■ RECORDED DATA:
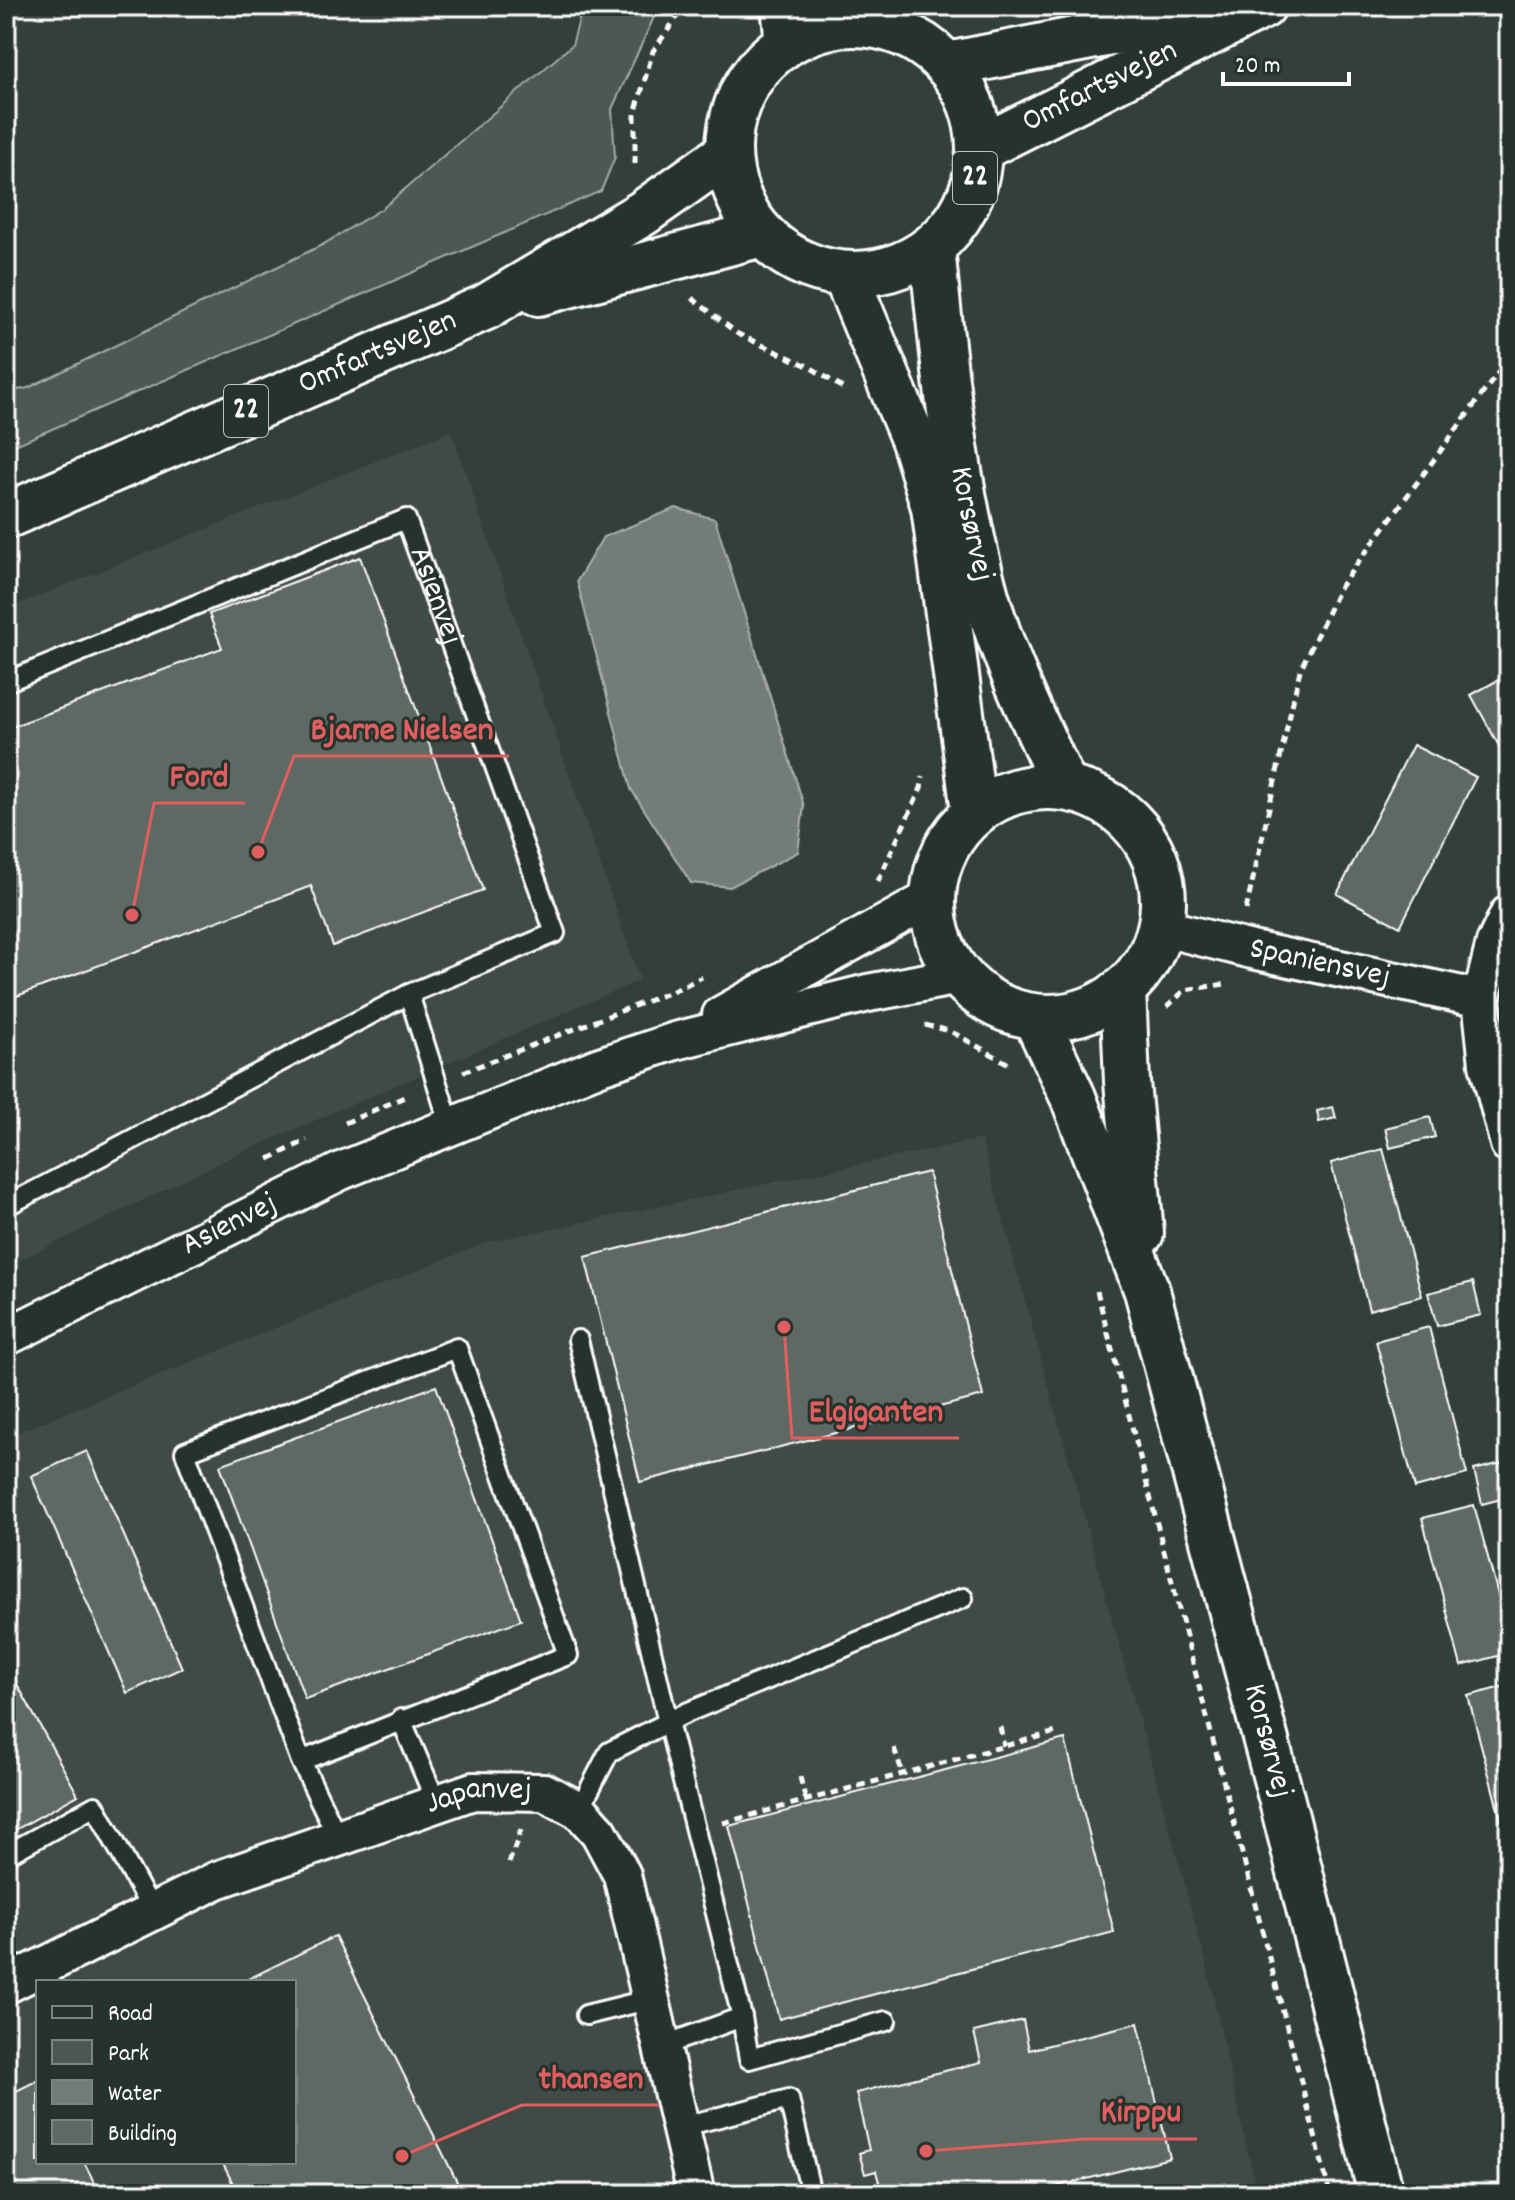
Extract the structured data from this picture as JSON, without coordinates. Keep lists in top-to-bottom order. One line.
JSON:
{"streets":{"main road":["Omfartsvejen","22","Korsørvej"],"street":["Asienvej","Spaniensvej","Japanvej"]},"crossings":[["Omfartsvejen","22"],["Omfartsvejen","Korsørvej"],["22","Korsørvej"],["Korsørvej","Asienvej"],["Korsørvej","Spaniensvej"],["Asienvej","Spaniensvej"]],"places":["Bjarne Nielsen","Ford","Elgiganten","Kirppu","thansen"],"legend":["Road","Park","Water","Building"],"scale_bar":"20 m"}
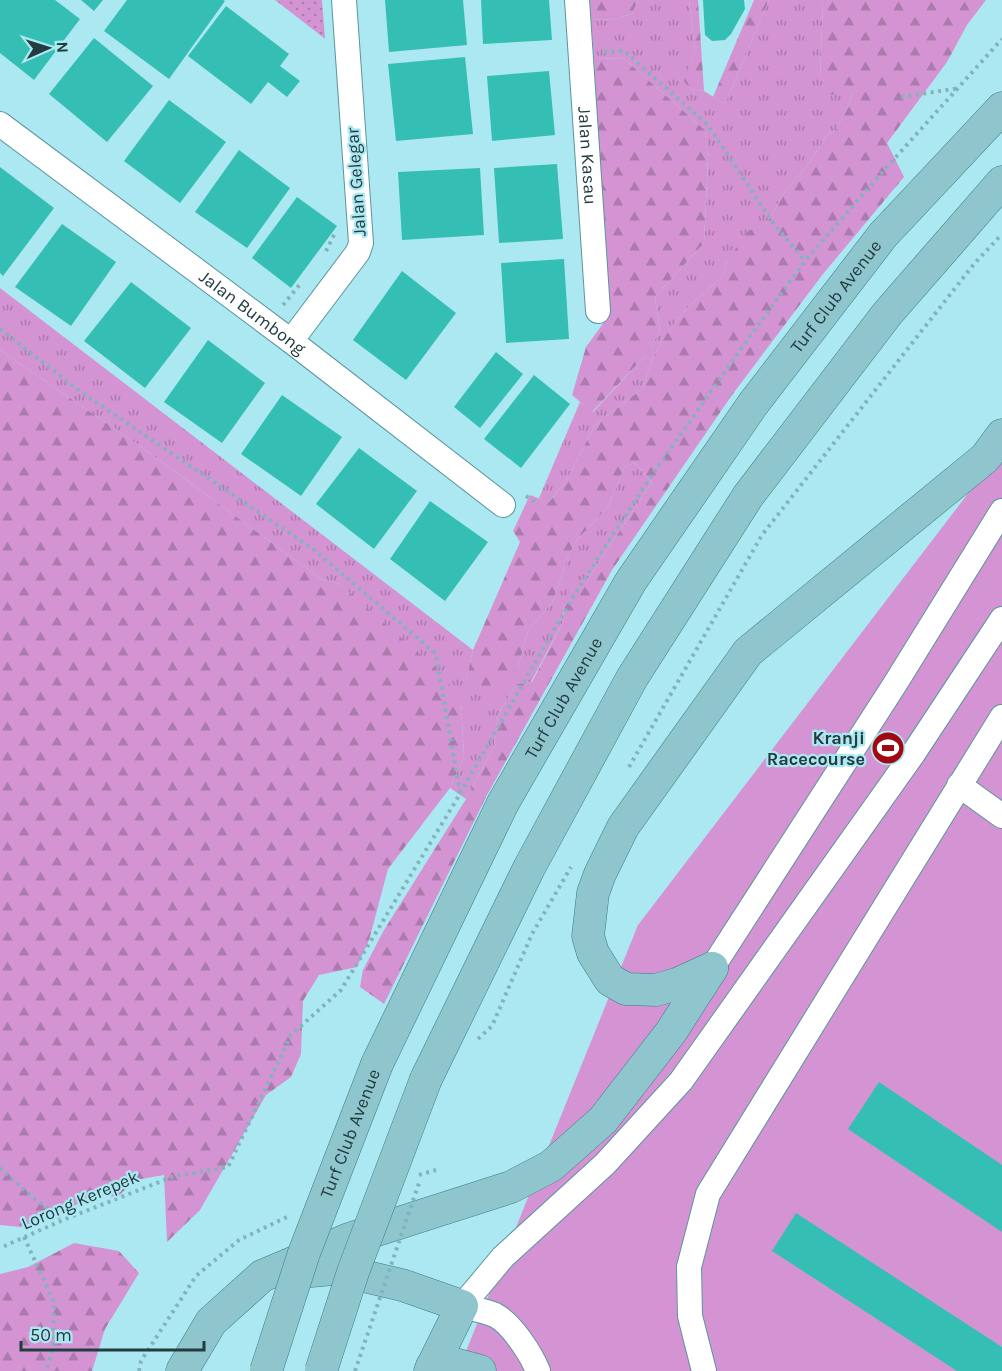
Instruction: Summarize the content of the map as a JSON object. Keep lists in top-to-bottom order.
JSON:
{
  "streets": {
    "main road": ["Turf Club Avenue"],
    "street": ["Jalan Kasau", "Jalan Gelegar", "Jalan Bumbong"],
    "path": ["Lorong Kerepek"]
  },
  "crossings": [
    ["Jalan Gelegar", "Jalan Bumbong"]
  ],
  "places": {
    "sports": ["Kranji Racecourse"]
  },
  "scale_bar": "50 m",
  "north": "right"
}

■ TASK INSTRUCTIONS:
Set down nothing but the lines from the one with "Instruction: Summarize the" through the end of the records, keeping each line exactly as written and including both ends.

■ WRITTEN ANSWER:
Instruction: Summarize the content of the map as a JSON object. Keep lists in top-to-bottom order.
JSON:
{
  "streets": {
    "main road": ["Turf Club Avenue"],
    "street": ["Jalan Kasau", "Jalan Gelegar", "Jalan Bumbong"],
    "path": ["Lorong Kerepek"]
  },
  "crossings": [
    ["Jalan Gelegar", "Jalan Bumbong"]
  ],
  "places": {
    "sports": ["Kranji Racecourse"]
  },
  "scale_bar": "50 m",
  "north": "right"
}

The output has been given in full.